Data extracted from a collection
______

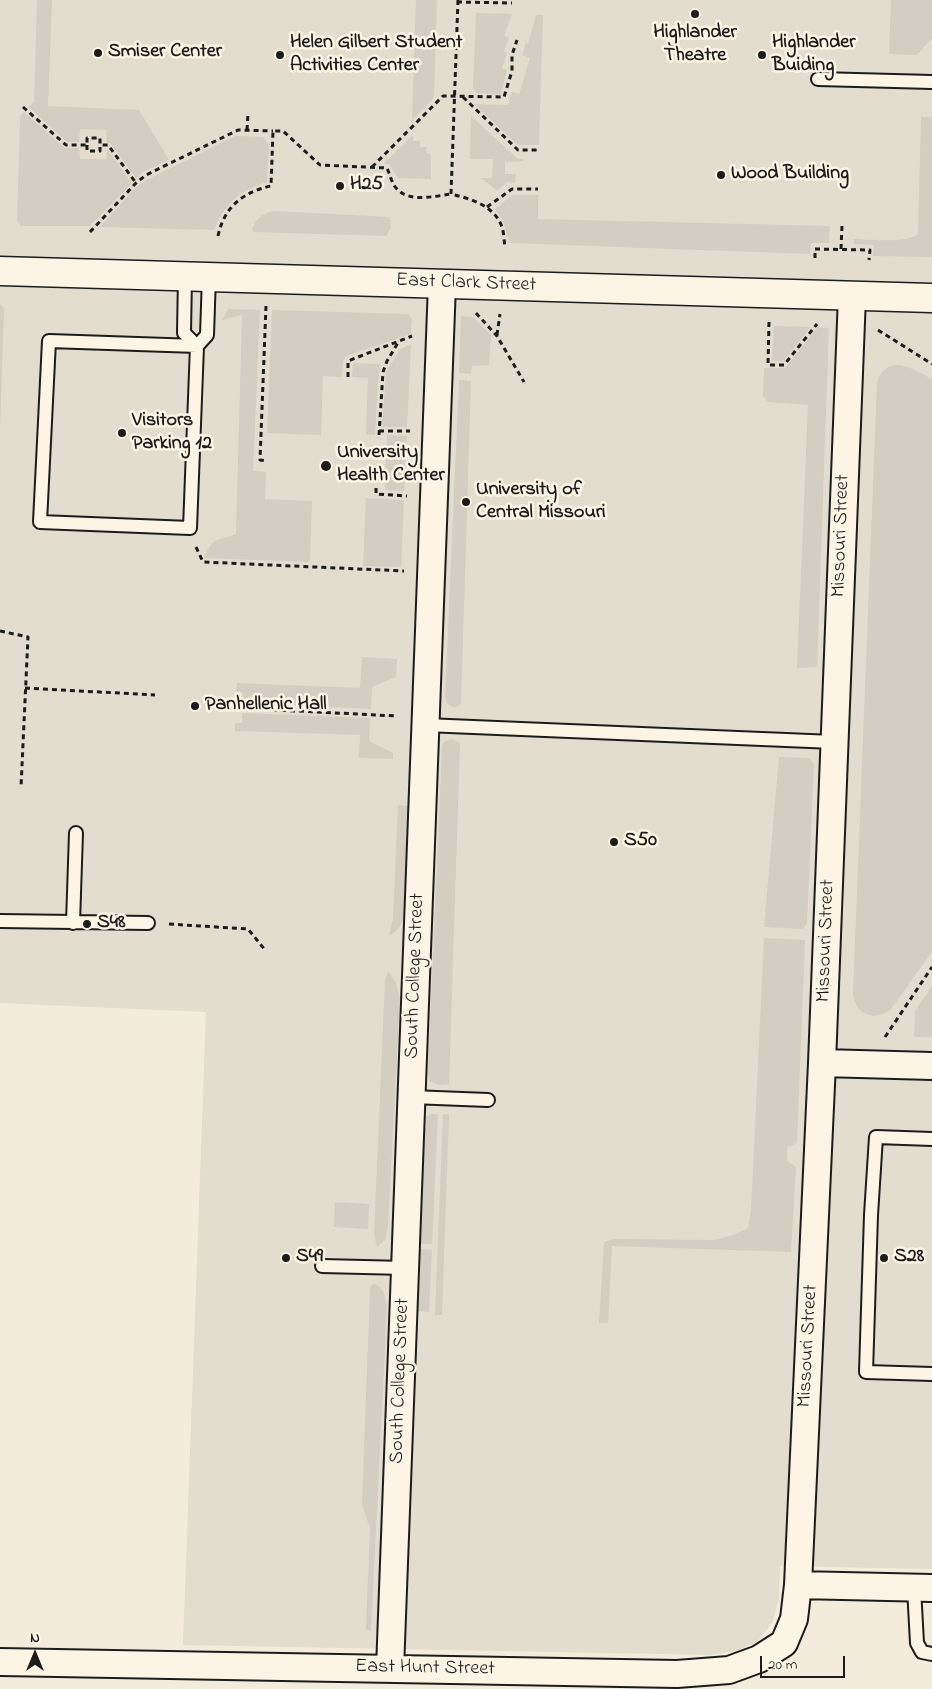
<!DOCTYPE html>
<html>
<head>
<meta charset="utf-8">
<style>
	body { margin:0 }
	#map { position:relative; width:932px; height:1689px; overflow:hidden; background:#f3ecdd; font-family:"Indie Flower",sans-serif }
	canvas { display:block }
	.north { position:absolute; left:10px; top:1629px; width:50px; height:50px; -webkit-text-stroke:4px #fcf5e5; paint-order:stroke; rotate:0deg; font-size:14px; font-weight:700; line-height:20px; text-align:center; color:#1c1c1c }
	.north::after { content:''; display:block; margin:auto; width:18px; height:22px; background:#1c1c1c; clip-path:polygon(50% 0,100% 100%,50% 72%,0 100%) }
	.scale { position:absolute; left:760px; top:1656px; width:85px; height:22px; box-sizing:border-box; border:2px solid #1c1c1c; border-top:0; padding-left:6px; font-size:15px; line-height:18px; white-space:nowrap; color:#1c1c1c; -webkit-text-stroke:4px #fcf5e5; paint-order:stroke }
</style>
</head>
<body>
<div id="map">
<canvas width="932" height="1689"></canvas>
<div class="north">N</div>
<div class="scale">20 m</div>
</div>
<script>
const ctx = document.querySelector('canvas').getContext('2d');
ctx.lineJoin = 'round';
function fill(path, color) { ctx.fillStyle = color; ctx.fill(path, 'evenodd'); }
function strokePath(path, color, width, dash) { ctx.strokeStyle = color; ctx.lineWidth = width; ctx.lineCap = dash ? 'butt' : 'round'; ctx.setLineDash(dash || []); ctx.stroke(path); }
function write(font, color, halo, rows, align = 'center') {
  ctx.font = font + ' "Indie Flower",sans-serif'; ctx.lineWidth = 5; ctx.setLineDash([]); ctx.textBaseline = 'middle'; ctx.strokeStyle = halo; ctx.fillStyle = color; for (const [text, x, y, turn = 0] of rows) {
    ctx.save(); ctx.translate(x, y); ctx.rotate((+turn || 0) * Math.PI / 180); ctx.textAlign = isNaN(turn) ? turn : align; if (halo) ctx.strokeText(text, 0, 0); ctx.fillText(text, 0, 0); ctx.restore();
  }
}
fill(new Path2D(`
	M0 0H932V1569L780 1566 779 1599 772 1623 758 1641 739 1650 712 1655 183 1645 206 1012 0 1003Z`), '#e3ddcf');
fill(new Path2D(`
	M37 0H52L48 106 139 110 169 160 143 172 136 178 110 143H107L106 130 80 129 79 142H67L29 107 34 102Z
	M416 0H437L434 98 412 120Z
	M891 0H932V38L917 55 889 54Z
	M476 13 512 14 504 36 509 38 504 52 507 53 502 68 507 70 501 94 476 93 473 88Z
	M536 15H543L539 145H518L474 104 508 105 512 92 519 94 530 58 522 55 526 43 528 44Z
	M24 112 65 148H79L80 159H106L107 149 132 183 90 226H21L17 221 20 116Z
	M471 116 517 158 523 159V161L505 162V174H516L515 183 507 182 497 191 481 178H492L493 159H470Z
	M921 117H932V257L873 256 874 245 854 244V239C869 239 907 244 918 234Z
	M413 135V141H420V147H426V153L431 154V179L398 178 389 164H383Z
	M235 136 263 137 269 144 267 182C238 191 226 203 214 230L100 227 136 187 146 180Z
	M512 195H538V219L830 226 829 243H811L810 254 509 243 503 220 495 209Z
	M274 211 390 217 391 227 386 236 253 232 252 229C255 220 264 212 274 211Z
	M0 304 4 308 0 429Z
	M228 309 260 310 253 471 266 472 265 499 312 501 310 561 307 562 204 558C213 537 216 541 236 534L242 315 222 320Z
	M272 310 408 314 412 319 411 334 346 356 343 361 342 377 323 376 321 435 267 433Z
	M461 316 473 317 491 335 489 365 472 366 471 374 459 373Z
	M774 326 811 327 783 361H772Z
	M818 327 829 328 817 667 797 668 808 405 768 402 763 396 764 368H785Z
	M411 344 407 427H382L386 372 400 349Z
	M353 363 381 364 379 372 375 435 366 434 368 378 352 377Z
	M900 365 913 369 932 379V952L891 1009C874 1023 854 1014 853 992L877 383C880 370 887 365 900 365Z
	M459 380 471 381 461 703C454 712 446 705 445 696Z
	M387 435 407 436 404 491 385 490Z
	M366 498 404 500 401 567 363 566Z
	M362 657 397 659 396 677 372 687 371 709 243 703V692L236 691 237 683 360 688Z
	M242 713 370 718 369 741 393 753V759L359 758 360 735 235 731V723H242Z
	M452 739 460 743 449 1084 438 1085 430 1081 428 1073 442 746 444 742Z
	M779 757 806 758 810 759 814 764 807 923 803 929 764 927Z
	M398 805 408 806 404 915C402 925 398 931 389 936L393 919Z
	M764 938 805 940 797 1143 787 1147V1161L796 1167 791 1252 612 1246 608 1323H599L604 1242 615 1239 714 1240 733 1235 748 1228 751 1211Z
	M388 971 396 983 400 999 388 1226 385 1240 377 1247 374 1234 385 980Z
	M932 986V1037H914L915 1011Z
	M431 1114H438L432 1244H419L426 1117Z
	M443 1114H449L442 1315H435Z
	M335 1202 369 1204 368 1229 334 1227Z
	M419 1249 432 1250 429 1312 417 1311Z
	M373 1284C384 1286 385 1296 387 1305L371 1632 366 1629 370 1528 362 1505 370 1288Z`), '#d3cec1');
const service = new Path2D(`
	M818 79 932 82
	M185 276 184 333 197 346
	M197 346 49 341 40 522 190 528 197 346 207 335 209 276
	M425 725 834 742
	M0 921 148 923
	M73 923 76 833
	M411 1097 488 1100
	M932 1139 876 1137 871 1215 866 1372 932 1374
	M322 1266 405 1268
	M914 1588 917 1643 922 1652 932 1654`);
const minor = new Path2D(`
	M822 1063 932 1066
	M798 1585 932 1588
	M0 1662 677 1674 729 1670 759 1659 784 1643 794 1619 798 1585 822 1063 852 296
	M390 1669 442 284`);
const tertiary = new Path2D(`
	M0 271 932 298`);
strokePath(service, '#1c1c1c', 16);
strokePath(minor, '#1c1c1c', 30);
strokePath(tertiary, '#1c1c1c', 31);
strokePath(new Path2D(`
	M458 0 451 194C471 199 494 205 502 227 504 233 504 241 505 247
	M457 2 512 3
	M463 97 518 150H539
	M23 107 66 145H87V138H100V145H108L136 183
	M247 130 248 113
	M87 145V151H100V145
	M372 167 443 96 504 97 512 71V55L517 40
	M487 207 512 189H538
	M90 232 136 183 146 175 238 130 273 131
	M218 236C224 207 243 192 271 186L273 131H283L320 165 387 168C390 174 392 185 397 189 410 203 435 196 451 194
	M841 249 842 226
	M815 258V249L870 250 869 260
	M266 306 260 460 267 461
	M476 313 497 336 524 382
	M769 322 768 365H784L817 324
	M878 330 932 364
	M497 335 500 314
	M348 377V361L412 336
	M379 431H410
	M379 435 383 372 387 361 399 341
	M376 488V494L407 496
	M196 547 203 562 404 571
	M0 631 28 637 21 787
	M25 688 155 695
	M236 708 397 716
	M169 924 248 929 265 950
	M885 1037 932 967`), '#1c1c1c', 3, [5, 4]);
strokePath(service, '#fcf5e5', 12);
strokePath(minor, '#fcf5e5', 26);
strokePath(tertiary, '#fcf5e5', 28);
for (const [x, y, r, color] of [
	[695,14,5,"#1c1c1c"],
	[98,53,5,"#1c1c1c"],
	[280,55,5,"#1c1c1c"],
	[762,55,5,"#1c1c1c"],
	[721,175,5,"#1c1c1c"],
	[340,186,5,"#1c1c1c"],
	[122,433,5,"#1c1c1c"],
	[326,466,6,"#1c1c1c"],
	[466,502,5,"#1c1c1c"],
	[195,706,5,"#1c1c1c"],
	[614,842,5,"#1c1c1c"],
	[87,924,5,"#1c1c1c"],
	[286,1258,5,"#1c1c1c"],
	[884,1258,5,"#1c1c1c"]
]) { const dot = new Path2D(); dot.arc(x, y, r, 0, 2 * Math.PI); ctx.fillStyle = color; ctx.fill(dot); strokePath(dot, '#fcf5e5', 2); }
write('bold 20px', '#1c1c1c', '#fcf5e5', [
	["Highlander",695,34,"center"],
	["Theatre",695,57,"center"],
	["Helen Gilbert Student",290,44],
	["Activities Center",290,67],
	["Highlander",772,44],
	["Buiding",772,67],
	["Smiser Center",108,53],
	["Wood Building",731,175],
	["H25",350,186],
	["Visitors",132,422],
	["Parking 12",132,445],
	["University",337,454],
	["Health Center",337,477],
	["University of",476,491],
	["Central Missouri",476,514],
	["Panhellenic Hall",205,706],
	["S50",624,842],
	["S48",97,924],
	["S49",296,1258],
	["S28",894,1258]
], 'left');
write('20px', '#1c1c1c', '#fcf5e5', [
	["East Clark Street",466,284,2],
	["Missouri Street",842,536,-88],
	["Missouri Street",827,941,-88],
	["South College Street",416,976,-88],
	["Missouri Street",809,1346,-87],
	["South College Street",401,1381,-88],
	["East Hunt Street",425,1669,1]
]);
</script>
</body>
</html>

______

Task description
Above are the lines; repeat exactly the ones from the line containing "M228 309 260" down to the line containing "M774 326 811 327 783 361H772Z", both inclusive.

Finished task
	M228 309 260 310 253 471 266 472 265 499 312 501 310 561 307 562 204 558C213 537 216 541 236 534L242 315 222 320Z
	M272 310 408 314 412 319 411 334 346 356 343 361 342 377 323 376 321 435 267 433Z
	M461 316 473 317 491 335 489 365 472 366 471 374 459 373Z
	M774 326 811 327 783 361H772Z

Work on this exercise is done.